When you reproduce the entries below, keep each one exact and drop any pictures.
═══ MATERIAL FOR THIS TASK
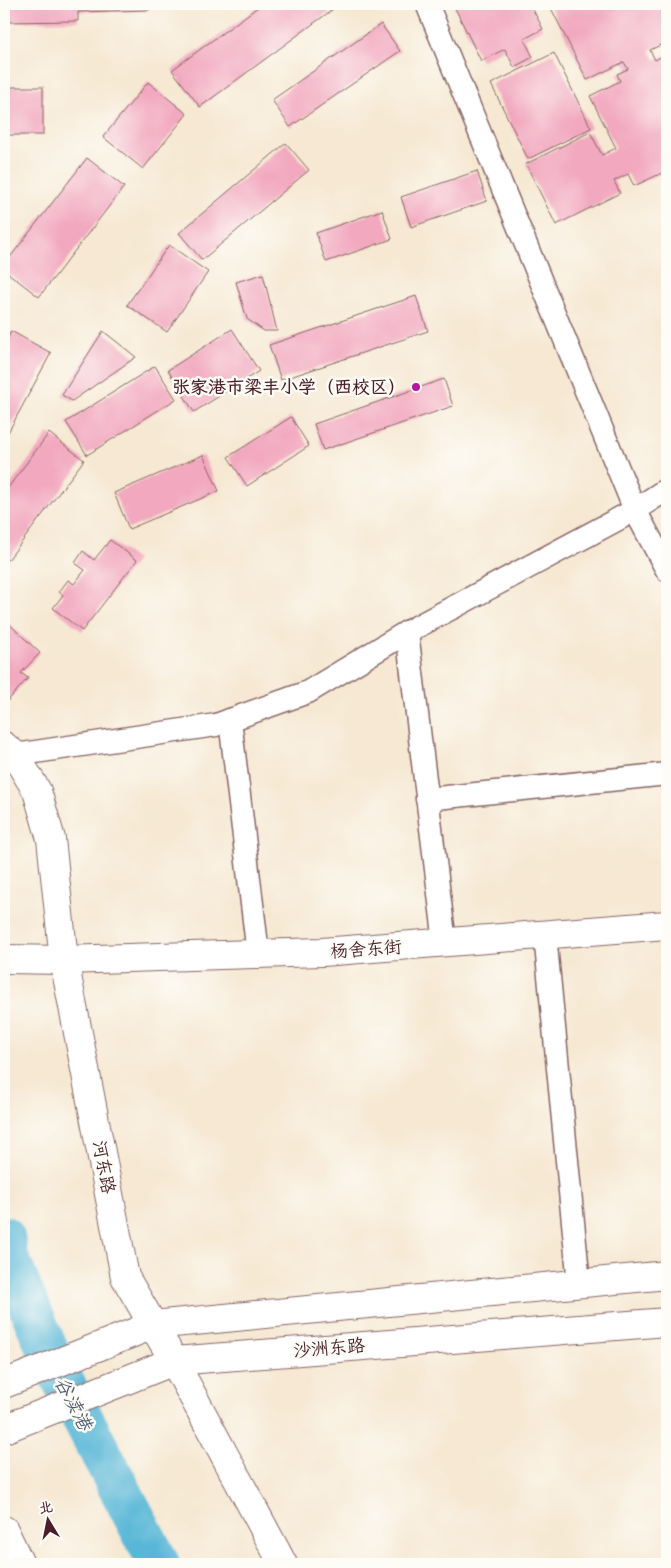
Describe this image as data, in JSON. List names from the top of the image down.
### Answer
{
  "streets": {
    "street": ["杨舍东街", "河东路", "沙洲东路"]
  },
  "crossings": [
    ["杨舍东街", "河东路"],
    ["河东路", "沙洲东路"]
  ],
  "water": ["谷渎港"],
  "places": ["张家港市梁丰小学（西校区）"],
  "north": "top"
}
══════
TASK RESULT:
Describe this image as data, in JSON. List names from the top of the image down.
### Answer
{
  "streets": {
    "street": ["杨舍东街", "河东路", "沙洲东路"]
  },
  "crossings": [
    ["杨舍东街", "河东路"],
    ["河东路", "沙洲东路"]
  ],
  "water": ["谷渎港"],
  "places": ["张家港市梁丰小学（西校区）"],
  "north": "top"
}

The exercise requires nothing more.